Record extracts START

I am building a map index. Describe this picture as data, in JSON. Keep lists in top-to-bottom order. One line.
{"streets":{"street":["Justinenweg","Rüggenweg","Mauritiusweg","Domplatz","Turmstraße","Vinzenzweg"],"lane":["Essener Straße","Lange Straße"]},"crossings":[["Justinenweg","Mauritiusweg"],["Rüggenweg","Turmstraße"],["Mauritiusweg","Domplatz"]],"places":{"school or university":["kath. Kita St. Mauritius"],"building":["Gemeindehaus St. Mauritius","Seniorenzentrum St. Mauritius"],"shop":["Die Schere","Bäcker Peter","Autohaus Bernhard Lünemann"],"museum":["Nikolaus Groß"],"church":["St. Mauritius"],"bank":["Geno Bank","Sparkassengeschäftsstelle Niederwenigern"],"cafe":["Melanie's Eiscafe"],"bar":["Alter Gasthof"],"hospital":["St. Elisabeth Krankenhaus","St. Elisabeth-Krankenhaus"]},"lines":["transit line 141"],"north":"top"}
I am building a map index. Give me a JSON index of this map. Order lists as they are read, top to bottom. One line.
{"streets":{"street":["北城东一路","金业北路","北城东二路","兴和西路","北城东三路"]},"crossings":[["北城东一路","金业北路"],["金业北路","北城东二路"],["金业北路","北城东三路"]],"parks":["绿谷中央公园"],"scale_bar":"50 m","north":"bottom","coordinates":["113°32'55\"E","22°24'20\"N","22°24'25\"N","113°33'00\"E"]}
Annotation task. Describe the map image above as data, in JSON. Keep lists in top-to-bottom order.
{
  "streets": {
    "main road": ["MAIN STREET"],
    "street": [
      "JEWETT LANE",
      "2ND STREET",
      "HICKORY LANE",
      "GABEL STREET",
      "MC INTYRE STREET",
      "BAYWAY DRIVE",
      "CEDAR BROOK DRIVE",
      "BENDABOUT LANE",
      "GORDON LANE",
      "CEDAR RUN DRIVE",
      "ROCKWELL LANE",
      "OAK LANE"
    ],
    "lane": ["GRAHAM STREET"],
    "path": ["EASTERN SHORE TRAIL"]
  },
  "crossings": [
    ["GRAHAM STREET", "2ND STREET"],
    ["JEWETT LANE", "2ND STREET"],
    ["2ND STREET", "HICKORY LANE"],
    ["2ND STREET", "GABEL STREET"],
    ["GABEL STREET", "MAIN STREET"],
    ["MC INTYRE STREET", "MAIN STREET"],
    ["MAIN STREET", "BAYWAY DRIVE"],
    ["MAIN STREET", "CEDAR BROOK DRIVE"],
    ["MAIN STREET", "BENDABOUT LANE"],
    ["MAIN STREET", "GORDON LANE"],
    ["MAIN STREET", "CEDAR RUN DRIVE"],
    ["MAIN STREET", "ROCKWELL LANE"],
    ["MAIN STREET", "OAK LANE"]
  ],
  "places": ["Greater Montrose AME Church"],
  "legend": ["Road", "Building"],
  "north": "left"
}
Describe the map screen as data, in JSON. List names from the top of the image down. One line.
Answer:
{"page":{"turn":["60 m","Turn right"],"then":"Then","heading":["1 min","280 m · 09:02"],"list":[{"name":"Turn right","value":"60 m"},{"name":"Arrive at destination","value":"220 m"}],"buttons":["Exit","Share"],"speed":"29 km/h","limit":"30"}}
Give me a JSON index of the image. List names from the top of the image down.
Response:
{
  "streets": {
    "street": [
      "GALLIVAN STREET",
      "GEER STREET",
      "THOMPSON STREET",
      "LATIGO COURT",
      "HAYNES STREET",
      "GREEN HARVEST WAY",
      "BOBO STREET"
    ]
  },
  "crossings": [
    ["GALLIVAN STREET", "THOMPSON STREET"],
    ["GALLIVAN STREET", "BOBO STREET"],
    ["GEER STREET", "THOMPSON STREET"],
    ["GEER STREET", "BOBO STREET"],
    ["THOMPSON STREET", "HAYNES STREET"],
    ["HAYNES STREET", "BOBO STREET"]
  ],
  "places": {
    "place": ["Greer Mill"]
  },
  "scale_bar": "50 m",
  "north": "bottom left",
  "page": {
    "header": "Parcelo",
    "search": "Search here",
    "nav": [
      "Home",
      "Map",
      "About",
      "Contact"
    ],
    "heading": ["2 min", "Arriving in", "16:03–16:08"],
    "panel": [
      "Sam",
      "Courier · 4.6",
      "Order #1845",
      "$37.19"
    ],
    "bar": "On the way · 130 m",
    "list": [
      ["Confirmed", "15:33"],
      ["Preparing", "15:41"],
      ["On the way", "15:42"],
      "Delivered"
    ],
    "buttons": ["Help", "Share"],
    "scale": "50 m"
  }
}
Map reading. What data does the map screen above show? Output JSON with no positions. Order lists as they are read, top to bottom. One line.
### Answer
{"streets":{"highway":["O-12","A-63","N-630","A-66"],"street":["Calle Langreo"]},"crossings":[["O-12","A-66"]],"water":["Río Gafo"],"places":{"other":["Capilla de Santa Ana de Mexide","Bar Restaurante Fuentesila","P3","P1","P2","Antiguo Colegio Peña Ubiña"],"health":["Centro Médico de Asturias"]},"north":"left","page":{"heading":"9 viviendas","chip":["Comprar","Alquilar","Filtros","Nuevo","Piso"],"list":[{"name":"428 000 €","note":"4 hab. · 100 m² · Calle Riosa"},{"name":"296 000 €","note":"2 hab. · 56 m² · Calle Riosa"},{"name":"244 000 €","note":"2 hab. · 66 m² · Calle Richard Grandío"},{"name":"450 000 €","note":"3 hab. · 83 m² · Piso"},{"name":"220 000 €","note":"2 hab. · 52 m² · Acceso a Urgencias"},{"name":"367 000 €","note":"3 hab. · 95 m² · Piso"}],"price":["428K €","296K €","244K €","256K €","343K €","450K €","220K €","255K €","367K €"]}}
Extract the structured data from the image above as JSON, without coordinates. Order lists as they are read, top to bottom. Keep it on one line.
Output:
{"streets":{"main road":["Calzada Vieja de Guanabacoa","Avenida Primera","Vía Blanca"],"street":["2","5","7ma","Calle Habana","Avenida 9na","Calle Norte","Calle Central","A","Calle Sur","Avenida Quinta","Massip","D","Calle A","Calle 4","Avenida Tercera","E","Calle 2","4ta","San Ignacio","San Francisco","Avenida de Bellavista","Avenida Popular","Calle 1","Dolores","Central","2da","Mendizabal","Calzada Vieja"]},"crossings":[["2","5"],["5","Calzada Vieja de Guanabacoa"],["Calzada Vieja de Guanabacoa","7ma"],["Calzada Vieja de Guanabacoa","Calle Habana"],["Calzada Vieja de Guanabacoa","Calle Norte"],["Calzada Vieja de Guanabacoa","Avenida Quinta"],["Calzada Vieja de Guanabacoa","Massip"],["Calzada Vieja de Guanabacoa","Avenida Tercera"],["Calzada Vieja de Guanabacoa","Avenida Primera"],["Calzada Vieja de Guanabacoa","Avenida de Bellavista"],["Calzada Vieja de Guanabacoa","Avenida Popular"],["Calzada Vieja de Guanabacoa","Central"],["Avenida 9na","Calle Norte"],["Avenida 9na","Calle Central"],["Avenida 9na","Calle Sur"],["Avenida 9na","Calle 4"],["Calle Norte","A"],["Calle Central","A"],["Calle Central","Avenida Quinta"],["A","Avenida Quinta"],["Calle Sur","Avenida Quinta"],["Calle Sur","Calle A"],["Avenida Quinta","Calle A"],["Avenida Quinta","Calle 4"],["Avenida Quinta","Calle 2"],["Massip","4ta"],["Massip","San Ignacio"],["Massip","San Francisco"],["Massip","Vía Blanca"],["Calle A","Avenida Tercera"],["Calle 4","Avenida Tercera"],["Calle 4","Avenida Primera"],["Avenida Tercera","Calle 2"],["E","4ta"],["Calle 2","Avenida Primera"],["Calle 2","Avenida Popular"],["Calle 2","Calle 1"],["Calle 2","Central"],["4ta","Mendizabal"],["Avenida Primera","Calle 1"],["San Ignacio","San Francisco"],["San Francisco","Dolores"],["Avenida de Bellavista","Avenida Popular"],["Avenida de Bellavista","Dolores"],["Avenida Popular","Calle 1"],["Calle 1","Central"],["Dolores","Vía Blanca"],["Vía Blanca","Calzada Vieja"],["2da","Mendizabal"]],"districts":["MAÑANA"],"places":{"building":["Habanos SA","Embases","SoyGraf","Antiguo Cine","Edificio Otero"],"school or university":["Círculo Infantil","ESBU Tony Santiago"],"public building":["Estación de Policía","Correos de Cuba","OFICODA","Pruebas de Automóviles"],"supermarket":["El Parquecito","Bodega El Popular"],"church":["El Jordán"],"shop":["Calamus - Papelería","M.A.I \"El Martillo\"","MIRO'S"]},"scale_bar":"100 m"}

Record extracts END

◆ Work order
In the entries above, please find the line with "Describe the map screen" and the line with "Give me a JSON index of the", then write out exactly those two lines and every line between them, and nothing more.

◆ Answer to the exercise
Describe the map screen as data, in JSON. List names from the top of the image down. One line.
Answer:
{"page":{"turn":["60 m","Turn right"],"then":"Then","heading":["1 min","280 m · 09:02"],"list":[{"name":"Turn right","value":"60 m"},{"name":"Arrive at destination","value":"220 m"}],"buttons":["Exit","Share"],"speed":"29 km/h","limit":"30"}}
Give me a JSON index of the image. List names from the top of the image down.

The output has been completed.